We go to R’s girlfriend’s house for dinner, and pick up a red pepper and a bag of chips on the way. She has company over, and we’re half way finished making a pot of prepackaged gnocchi before I realize her friends are over in order to watch the opening ceremonies I’ve just been protesting against. R looks at me sideways and asks if I mind staying for a bit, and I’m cold and wet and the food smells good and I’m looking forward to drying off inside.
Which is how I end up sitting downstairs on a cushion on the floor, wolfing down food and watching choreographed fiddlers whirl around a stage. I get the dubious pleasure of trying to explain the legend of Maudit (the devil’s canoe) to a German and a Polish girl. French-Canadian folklore says that pioneers are sometimes approached by the devil in a boat that can fly them through the sky. He offers to get them home, a month’s journey within the space of a single night, if only they’ll row the boat for him without speaking a single word. They accept, and paddle through the night sky in silence, until dawn breaks and they’re just about to land and their town comes into view, whereupon ever last one of the settlers cries out for home. Maudit is a French swear word. It’s a squashed ‘mot dite,’ meaning literally ‘word said.’ It’s also a kind of beer.
Someone pours me a glass of red wine, and I’m half way through it when they tell me cheerfully it’s the official wine of the Olympics. Twice in one day, that’s happened. I finish it anyways. K.D. Lang sings ‘Hallelujah’ and it makes me miss my mother, like it always does. I’m even downright happy for Wayne Gretzky when he gets to light the torch.
I guess they win, huh?
R and I go back to his place and I collect my day planner and skirt and high heels. I borrow a couple of advil from him instead and head off to the bus stop to get home for the night. There’s absolutely no way either of us is going to the party. My head hurts and my back hurts and I miss my mother, and I’m not ashamed to say that I cry a little when I finally do get home, just past ten thirty. At ten forty five, I open my computer, check my email, and open a word document. I start to write.
It’s one twenty three in the morning. Ctrl+s, ctrl+p, and goodnight.
ADDENDUM THE NEXT MORNING-
Saturday morning protest turned violent.
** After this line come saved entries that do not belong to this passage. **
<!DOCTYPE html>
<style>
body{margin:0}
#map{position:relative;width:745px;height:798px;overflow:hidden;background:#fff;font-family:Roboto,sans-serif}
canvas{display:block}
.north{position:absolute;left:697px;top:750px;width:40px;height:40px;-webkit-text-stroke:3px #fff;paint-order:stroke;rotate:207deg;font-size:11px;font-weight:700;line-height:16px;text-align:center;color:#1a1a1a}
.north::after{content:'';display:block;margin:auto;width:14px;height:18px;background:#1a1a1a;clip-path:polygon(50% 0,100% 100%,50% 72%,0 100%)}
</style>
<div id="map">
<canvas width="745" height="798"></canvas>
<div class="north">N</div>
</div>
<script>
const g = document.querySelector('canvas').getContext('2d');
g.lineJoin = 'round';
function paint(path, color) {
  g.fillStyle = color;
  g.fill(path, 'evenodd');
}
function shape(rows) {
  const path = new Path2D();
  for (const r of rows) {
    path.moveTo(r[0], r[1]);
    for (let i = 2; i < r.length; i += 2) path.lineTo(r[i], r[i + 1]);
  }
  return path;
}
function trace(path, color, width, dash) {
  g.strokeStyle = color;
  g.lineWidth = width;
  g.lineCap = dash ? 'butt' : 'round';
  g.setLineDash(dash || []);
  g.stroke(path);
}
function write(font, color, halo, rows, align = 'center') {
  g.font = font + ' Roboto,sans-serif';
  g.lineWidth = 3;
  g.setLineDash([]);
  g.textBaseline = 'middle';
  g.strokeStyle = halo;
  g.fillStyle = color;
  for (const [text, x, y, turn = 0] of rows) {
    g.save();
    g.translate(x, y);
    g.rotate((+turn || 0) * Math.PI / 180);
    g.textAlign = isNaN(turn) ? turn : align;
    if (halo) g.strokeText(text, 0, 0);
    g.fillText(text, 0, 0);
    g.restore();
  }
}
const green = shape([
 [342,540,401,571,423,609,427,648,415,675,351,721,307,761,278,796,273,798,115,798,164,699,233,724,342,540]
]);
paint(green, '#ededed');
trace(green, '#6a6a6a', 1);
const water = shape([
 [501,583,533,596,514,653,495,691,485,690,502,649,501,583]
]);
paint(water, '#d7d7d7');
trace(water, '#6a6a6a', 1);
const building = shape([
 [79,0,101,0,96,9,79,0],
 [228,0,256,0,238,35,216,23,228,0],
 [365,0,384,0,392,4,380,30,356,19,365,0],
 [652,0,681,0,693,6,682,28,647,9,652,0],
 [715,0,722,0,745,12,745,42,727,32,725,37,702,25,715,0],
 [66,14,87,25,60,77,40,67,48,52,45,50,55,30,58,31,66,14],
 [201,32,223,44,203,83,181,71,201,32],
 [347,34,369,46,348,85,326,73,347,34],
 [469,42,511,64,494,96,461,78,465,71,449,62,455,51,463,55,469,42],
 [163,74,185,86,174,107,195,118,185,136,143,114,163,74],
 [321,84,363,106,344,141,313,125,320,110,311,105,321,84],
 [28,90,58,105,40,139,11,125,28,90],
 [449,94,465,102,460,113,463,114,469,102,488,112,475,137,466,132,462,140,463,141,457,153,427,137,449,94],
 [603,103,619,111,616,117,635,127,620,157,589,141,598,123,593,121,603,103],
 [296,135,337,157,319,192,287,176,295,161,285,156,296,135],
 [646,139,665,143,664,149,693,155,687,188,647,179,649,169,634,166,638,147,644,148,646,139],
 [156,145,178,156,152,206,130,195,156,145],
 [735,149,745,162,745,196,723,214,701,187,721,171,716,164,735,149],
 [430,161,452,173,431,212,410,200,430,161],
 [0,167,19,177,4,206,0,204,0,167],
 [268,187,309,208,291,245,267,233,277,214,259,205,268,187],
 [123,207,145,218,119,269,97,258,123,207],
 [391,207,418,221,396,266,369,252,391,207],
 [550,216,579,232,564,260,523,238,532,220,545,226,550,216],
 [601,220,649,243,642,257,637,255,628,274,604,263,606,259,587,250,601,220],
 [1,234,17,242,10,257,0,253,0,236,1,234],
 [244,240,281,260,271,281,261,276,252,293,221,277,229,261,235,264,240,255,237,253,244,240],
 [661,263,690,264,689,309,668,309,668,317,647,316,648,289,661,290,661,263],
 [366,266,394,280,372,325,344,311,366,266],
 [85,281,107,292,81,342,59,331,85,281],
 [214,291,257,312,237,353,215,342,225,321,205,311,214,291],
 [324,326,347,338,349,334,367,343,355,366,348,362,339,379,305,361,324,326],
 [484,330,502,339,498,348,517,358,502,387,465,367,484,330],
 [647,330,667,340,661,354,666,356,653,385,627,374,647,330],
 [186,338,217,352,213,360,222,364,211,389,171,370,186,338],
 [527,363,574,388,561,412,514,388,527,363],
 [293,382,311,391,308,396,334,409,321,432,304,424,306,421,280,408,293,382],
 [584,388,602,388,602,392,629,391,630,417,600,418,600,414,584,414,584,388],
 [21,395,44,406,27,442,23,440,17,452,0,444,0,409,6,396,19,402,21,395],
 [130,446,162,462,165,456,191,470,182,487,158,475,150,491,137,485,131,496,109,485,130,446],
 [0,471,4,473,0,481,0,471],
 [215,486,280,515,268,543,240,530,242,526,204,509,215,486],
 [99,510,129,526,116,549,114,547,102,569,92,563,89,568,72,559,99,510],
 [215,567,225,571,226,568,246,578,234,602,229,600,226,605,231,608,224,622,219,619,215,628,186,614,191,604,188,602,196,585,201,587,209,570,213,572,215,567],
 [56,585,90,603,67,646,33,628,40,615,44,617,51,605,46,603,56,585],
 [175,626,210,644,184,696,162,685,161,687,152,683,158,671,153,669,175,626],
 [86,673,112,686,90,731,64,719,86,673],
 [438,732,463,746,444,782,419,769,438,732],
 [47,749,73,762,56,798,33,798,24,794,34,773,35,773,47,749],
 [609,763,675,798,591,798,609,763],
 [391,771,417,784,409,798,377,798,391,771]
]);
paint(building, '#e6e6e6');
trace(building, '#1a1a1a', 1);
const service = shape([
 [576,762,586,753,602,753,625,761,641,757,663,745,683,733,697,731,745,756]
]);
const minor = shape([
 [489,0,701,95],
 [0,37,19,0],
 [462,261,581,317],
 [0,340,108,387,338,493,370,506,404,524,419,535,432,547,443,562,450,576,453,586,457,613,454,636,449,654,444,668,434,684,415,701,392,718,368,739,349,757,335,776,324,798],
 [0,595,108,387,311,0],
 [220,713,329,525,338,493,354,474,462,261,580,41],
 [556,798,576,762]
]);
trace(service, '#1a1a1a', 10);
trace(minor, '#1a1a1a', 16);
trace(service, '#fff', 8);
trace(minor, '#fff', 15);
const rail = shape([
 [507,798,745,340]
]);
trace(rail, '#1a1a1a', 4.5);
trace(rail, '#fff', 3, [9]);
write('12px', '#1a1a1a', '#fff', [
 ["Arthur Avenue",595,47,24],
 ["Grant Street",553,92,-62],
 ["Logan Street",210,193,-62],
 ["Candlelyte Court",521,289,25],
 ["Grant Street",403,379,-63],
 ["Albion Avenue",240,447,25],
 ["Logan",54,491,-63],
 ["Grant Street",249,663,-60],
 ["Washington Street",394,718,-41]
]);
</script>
Things were spray painted and property was damaged.
Authorities say more than 200 protesters, many of them wearing masks, took to the streets at Granville and Georgia Streets before 10 a.m. and began causing damage to private property.
Cars were spray painted and street corner newspaper boxes were tossed into the windows of the Hudson's Bay and TD Bank buildings.
Witnesses say a group wearing black clothes and carrying a large green and black anarchist flag may be responsible for the damage.